RS: Condenação por mortes por falta de oxigênio em hospital é mantida

TJRS mantém condenação da prefeitura e hospital por mortes de seis pacientes por falta de oxigênio na pandemia em Campo Bom, RS. Fornecedora de oxigênio é excluída da responsabilidade.

RS: Condenação por mortes por falta de oxigênio em hospital é mantida

O Tribunal de Justiça do Rio Grande do Sul (TJRS) confirmou, em decisão majoritária da 10ª Câmara Cível, a condenação da prefeitura de Campo Bom e do Hospital Lauro Reus. O caso se refere à morte de seis pacientes devido à falta de oxigênio na Unidade de Terapia Intensiva (UTI) da instituição em 19 de março de 2021, em meio à pandemia de Covid-19. O sistema de abastecimento de oxigênio entrou em colapso, resultando nos óbitos. A ação civil pública, movida pelo Ministério Público, também incluiu outros 16 falecimentos registrados nos 15 dias subsequentes ao desabastecimento.
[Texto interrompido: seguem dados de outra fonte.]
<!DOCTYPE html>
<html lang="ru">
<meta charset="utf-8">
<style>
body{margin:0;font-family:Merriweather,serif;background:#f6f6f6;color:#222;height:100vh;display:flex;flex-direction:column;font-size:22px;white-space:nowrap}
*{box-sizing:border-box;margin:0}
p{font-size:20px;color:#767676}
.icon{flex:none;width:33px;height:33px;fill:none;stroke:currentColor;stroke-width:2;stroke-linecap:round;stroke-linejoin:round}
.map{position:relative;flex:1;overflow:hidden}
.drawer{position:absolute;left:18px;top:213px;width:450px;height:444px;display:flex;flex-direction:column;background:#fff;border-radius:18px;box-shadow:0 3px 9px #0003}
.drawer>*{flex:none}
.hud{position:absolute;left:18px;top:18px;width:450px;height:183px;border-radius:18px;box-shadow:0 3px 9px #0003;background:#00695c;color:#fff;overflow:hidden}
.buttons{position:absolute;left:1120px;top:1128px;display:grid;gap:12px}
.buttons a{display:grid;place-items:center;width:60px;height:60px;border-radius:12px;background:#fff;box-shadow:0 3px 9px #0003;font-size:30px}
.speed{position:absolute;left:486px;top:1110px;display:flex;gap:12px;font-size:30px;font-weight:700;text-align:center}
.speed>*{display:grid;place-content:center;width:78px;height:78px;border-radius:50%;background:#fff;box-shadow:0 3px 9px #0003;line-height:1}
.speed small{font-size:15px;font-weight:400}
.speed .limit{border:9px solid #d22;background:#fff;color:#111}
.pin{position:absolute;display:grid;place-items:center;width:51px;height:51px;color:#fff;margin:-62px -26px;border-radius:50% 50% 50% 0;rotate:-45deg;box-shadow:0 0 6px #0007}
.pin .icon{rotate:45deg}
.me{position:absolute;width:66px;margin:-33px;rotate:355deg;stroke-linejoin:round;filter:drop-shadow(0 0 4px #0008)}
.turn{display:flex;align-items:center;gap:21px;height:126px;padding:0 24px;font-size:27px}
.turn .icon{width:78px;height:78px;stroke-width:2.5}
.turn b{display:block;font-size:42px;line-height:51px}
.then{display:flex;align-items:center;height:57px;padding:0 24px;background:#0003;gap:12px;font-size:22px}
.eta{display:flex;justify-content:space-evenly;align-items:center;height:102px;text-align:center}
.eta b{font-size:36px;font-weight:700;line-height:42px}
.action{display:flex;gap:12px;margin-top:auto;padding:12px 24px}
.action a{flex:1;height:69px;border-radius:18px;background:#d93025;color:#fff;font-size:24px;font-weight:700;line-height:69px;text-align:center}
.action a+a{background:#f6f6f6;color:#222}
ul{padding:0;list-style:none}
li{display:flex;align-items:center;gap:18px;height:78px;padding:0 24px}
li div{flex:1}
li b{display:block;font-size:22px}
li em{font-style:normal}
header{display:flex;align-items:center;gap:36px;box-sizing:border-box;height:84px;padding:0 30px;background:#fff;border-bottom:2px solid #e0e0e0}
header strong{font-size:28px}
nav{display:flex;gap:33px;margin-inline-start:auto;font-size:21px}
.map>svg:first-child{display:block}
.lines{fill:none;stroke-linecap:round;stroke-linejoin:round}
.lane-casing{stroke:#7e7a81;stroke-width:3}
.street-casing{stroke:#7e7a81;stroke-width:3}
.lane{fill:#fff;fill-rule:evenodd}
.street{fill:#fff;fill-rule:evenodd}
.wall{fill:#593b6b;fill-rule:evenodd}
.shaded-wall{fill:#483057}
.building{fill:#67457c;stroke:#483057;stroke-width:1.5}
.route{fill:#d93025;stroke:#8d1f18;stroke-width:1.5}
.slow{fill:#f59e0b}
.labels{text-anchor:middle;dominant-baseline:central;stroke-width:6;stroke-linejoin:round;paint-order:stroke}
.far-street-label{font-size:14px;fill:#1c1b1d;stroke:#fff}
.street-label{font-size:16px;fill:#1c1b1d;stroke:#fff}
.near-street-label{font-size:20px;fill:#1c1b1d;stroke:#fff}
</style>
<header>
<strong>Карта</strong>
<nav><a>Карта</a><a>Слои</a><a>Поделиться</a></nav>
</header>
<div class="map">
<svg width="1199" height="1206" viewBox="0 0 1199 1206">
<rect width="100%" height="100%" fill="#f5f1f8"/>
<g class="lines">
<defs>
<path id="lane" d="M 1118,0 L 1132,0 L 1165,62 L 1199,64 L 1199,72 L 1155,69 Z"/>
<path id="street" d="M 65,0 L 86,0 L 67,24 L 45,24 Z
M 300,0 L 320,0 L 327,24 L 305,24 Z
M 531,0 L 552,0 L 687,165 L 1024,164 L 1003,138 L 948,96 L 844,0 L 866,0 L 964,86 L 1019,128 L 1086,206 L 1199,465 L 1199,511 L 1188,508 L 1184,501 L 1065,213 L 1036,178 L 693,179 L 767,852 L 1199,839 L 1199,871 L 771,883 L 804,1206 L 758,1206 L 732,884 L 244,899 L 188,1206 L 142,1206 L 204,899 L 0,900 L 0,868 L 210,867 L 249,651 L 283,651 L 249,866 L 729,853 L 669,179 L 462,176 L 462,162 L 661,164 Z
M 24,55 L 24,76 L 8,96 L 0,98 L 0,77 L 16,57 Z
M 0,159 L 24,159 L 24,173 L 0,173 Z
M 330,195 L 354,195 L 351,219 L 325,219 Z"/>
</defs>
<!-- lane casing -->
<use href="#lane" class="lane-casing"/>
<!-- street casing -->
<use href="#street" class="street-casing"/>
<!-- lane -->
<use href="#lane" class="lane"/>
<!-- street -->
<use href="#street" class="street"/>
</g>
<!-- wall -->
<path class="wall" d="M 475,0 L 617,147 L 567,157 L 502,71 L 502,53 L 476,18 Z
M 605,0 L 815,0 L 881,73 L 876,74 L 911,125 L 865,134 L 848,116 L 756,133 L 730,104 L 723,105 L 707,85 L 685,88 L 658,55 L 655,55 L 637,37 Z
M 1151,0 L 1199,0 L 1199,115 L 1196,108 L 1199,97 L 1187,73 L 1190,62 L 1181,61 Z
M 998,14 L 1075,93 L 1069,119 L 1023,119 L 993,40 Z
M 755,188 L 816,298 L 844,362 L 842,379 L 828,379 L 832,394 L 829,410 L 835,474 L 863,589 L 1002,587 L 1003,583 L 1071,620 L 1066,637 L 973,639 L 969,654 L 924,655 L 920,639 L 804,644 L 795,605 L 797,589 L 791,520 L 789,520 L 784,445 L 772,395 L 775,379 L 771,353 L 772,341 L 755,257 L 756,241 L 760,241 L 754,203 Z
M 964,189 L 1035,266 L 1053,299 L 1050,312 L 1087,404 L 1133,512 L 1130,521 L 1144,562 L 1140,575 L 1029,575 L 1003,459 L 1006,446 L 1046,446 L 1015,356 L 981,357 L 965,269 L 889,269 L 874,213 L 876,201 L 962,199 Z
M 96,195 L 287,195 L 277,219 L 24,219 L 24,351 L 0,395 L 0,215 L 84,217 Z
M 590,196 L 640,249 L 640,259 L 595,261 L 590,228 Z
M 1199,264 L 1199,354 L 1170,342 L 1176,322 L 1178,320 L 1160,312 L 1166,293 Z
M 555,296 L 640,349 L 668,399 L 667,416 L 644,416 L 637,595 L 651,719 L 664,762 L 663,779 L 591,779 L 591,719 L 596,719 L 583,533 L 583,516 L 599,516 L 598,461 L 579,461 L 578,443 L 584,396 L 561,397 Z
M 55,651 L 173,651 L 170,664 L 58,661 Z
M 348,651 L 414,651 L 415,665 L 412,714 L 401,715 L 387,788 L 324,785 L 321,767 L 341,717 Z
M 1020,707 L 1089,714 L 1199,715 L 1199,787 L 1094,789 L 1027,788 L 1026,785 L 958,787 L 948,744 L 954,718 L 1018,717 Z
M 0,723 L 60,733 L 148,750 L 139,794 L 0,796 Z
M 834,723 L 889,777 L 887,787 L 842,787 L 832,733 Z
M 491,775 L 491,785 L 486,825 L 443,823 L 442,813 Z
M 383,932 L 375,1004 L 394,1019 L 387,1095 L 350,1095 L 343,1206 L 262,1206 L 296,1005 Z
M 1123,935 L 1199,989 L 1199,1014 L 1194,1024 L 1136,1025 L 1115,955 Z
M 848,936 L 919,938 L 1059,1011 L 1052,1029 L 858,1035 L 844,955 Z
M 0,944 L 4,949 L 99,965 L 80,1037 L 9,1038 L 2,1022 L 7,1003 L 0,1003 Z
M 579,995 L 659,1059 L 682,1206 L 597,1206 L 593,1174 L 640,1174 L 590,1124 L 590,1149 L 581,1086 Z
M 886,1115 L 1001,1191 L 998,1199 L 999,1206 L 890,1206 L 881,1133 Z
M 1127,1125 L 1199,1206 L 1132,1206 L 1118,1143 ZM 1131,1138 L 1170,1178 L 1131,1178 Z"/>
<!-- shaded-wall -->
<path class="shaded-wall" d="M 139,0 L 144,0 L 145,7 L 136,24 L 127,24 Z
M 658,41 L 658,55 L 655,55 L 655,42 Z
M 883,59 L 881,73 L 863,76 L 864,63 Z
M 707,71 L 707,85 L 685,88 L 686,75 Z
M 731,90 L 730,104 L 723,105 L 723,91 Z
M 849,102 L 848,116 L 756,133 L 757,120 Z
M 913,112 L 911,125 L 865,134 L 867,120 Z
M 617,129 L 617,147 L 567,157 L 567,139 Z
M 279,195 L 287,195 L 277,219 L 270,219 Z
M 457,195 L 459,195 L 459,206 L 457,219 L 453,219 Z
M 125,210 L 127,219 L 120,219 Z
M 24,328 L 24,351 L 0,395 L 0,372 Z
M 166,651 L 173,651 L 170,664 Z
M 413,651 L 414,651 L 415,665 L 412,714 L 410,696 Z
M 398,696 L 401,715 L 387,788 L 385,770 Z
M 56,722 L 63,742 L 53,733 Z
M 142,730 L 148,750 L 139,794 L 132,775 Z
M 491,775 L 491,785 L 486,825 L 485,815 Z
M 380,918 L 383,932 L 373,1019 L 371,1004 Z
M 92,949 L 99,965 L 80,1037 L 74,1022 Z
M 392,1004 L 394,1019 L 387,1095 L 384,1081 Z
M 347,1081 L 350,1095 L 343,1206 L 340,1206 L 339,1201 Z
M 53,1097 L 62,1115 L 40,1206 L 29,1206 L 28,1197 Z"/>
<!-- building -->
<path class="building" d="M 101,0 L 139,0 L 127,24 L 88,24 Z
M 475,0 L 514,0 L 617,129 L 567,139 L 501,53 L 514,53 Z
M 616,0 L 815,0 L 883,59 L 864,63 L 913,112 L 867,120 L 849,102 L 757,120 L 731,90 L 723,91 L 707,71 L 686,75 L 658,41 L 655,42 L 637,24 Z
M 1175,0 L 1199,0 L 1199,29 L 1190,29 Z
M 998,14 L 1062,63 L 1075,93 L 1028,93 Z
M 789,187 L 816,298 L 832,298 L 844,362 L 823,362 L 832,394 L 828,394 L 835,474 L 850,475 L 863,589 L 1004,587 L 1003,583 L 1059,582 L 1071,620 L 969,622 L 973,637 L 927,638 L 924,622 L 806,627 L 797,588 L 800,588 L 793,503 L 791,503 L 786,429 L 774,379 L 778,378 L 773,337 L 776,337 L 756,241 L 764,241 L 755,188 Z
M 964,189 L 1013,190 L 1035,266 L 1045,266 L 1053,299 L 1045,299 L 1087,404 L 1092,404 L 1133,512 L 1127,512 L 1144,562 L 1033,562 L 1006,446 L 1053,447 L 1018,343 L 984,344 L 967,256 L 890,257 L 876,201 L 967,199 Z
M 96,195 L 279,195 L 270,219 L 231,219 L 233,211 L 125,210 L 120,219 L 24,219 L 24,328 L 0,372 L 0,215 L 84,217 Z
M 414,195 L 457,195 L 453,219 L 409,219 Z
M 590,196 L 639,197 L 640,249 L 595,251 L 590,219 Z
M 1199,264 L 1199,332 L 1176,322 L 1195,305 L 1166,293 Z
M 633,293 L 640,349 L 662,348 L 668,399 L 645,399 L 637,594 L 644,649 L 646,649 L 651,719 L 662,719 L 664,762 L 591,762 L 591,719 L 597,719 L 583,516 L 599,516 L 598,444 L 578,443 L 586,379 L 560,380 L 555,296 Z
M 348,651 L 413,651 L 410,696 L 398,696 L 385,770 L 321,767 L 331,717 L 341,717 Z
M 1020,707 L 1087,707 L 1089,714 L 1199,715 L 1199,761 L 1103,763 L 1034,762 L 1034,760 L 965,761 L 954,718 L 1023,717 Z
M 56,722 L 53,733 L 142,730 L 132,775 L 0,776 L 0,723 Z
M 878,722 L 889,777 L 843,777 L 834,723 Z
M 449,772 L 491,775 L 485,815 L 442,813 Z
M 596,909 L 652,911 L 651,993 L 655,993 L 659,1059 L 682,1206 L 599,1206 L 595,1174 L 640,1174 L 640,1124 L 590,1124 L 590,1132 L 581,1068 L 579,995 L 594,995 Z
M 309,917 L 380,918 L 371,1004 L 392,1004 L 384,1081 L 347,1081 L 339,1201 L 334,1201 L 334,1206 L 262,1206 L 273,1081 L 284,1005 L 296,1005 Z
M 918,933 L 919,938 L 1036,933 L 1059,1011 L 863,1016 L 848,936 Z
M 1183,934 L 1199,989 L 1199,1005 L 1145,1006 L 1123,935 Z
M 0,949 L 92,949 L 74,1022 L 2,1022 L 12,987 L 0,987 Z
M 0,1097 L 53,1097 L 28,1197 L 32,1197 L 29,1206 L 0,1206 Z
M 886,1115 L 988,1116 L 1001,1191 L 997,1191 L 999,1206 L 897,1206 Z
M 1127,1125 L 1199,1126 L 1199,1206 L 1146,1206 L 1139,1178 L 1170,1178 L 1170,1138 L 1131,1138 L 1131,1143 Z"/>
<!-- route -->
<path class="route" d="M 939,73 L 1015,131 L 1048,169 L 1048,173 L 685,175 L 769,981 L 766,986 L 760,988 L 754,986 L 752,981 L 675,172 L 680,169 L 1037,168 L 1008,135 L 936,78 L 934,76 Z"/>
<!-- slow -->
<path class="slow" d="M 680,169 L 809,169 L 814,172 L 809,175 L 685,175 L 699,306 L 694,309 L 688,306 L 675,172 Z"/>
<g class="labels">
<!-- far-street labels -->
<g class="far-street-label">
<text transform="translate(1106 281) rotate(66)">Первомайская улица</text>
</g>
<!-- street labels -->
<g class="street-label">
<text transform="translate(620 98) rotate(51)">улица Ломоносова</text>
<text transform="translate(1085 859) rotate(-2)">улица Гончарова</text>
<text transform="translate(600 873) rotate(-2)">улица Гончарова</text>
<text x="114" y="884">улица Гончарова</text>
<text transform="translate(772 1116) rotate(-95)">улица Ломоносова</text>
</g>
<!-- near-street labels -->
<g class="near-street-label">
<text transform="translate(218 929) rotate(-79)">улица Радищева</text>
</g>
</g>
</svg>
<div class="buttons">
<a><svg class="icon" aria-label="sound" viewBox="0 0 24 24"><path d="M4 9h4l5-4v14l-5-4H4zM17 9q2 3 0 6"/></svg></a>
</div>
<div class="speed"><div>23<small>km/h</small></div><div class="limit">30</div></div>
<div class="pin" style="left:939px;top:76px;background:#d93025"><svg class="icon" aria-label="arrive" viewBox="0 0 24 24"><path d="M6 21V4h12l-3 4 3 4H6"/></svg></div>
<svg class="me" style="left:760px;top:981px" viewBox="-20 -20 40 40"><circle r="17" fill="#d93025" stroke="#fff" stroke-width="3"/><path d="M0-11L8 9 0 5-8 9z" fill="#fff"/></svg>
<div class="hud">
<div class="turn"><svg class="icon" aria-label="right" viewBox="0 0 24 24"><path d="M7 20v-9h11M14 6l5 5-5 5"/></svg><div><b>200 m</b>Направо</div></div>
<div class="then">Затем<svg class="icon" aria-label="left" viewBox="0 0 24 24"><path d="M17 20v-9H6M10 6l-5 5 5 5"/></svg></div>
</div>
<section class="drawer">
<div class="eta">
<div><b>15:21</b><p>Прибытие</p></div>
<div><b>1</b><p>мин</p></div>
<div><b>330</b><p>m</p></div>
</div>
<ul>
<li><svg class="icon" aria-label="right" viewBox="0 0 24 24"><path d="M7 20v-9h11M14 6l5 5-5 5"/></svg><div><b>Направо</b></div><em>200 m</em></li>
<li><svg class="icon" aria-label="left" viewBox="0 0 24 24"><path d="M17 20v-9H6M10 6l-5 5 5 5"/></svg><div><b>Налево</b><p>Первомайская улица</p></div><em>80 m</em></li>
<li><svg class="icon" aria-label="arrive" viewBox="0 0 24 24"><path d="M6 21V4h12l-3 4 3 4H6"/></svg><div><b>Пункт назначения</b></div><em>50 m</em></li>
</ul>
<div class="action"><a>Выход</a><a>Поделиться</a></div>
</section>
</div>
A decisão judicial, no entanto, afastou a responsabilidade da empresa fornecedora de oxigênio, a Air Liquide. Em primeira instância, a fornecedora havia sido condenada solidariamente com a Associação Beneficente São Miguel (ABSM), entidade responsável pela gestão do hospital na época, enquanto o Município de Campo Bom responderia de forma subsidiária. O Tribunal reformou parcialmente a sentença, excluindo a Air Liquide da condenação.

A Prefeitura de Campo Bom manifestou discordância com a decisão e anunciou que irá recorrer judicialmente. O Executivo municipal argumenta que não possui responsabilidade civil pelo ocorrido, classificando o caso como "culpa exclusiva de terceiros". O principal ponto de contestação do município é a exclusão da Air Liquide, pois a prefeitura sustenta que provas indicam que a fornecedora monitorava o consumo por telemetria, estava ciente do aumento crítico durante a pandemia e foi alertada sobre a necessidade de reabastecimento, mas falhou em agir a tempo.

O g1 RS buscou contato com a Air Liquide e o Ministério Público do Rio Grande do Sul para obter posicionamento sobre a decisão, mas não obteve retorno até a última atualização. A reportagem também aguarda manifestação da Associação Beneficente São Miguel (ABSM) e o espaço permanece aberto para pronunciamento.